▸ ASSIGNED TASK: In duplicating the lines below, keep every word unchanged and drop the pictures.

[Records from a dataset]
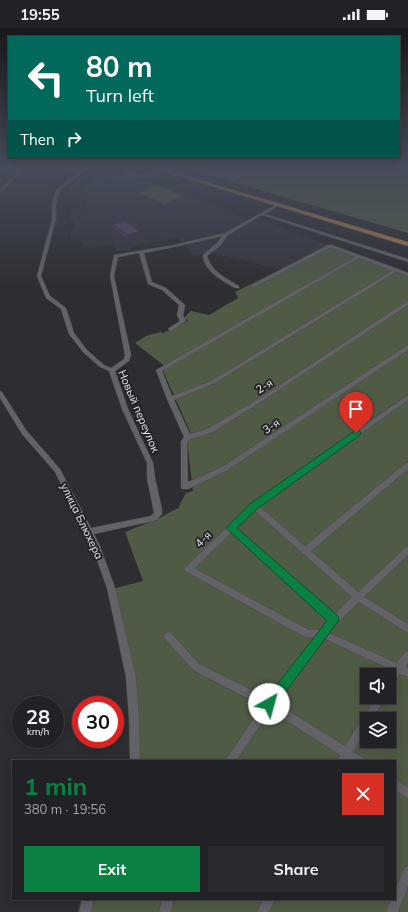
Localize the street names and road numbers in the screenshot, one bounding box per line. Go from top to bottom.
street label: Новый переулок [115,368,163,454]
street label: 2-я [253,375,275,397]
street label: 3-я [260,415,282,437]
street label: улица Блюхера [58,481,106,561]
street label: 4-я [192,528,214,550]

▸ EXPECTED ANSWER:
Localize the street names and road numbers in the screenshot, one bounding box per line. Go from top to bottom.
street label: Новый переулок [115,368,163,454]
street label: 2-я [253,375,275,397]
street label: 3-я [260,415,282,437]
street label: улица Блюхера [58,481,106,561]
street label: 4-я [192,528,214,550]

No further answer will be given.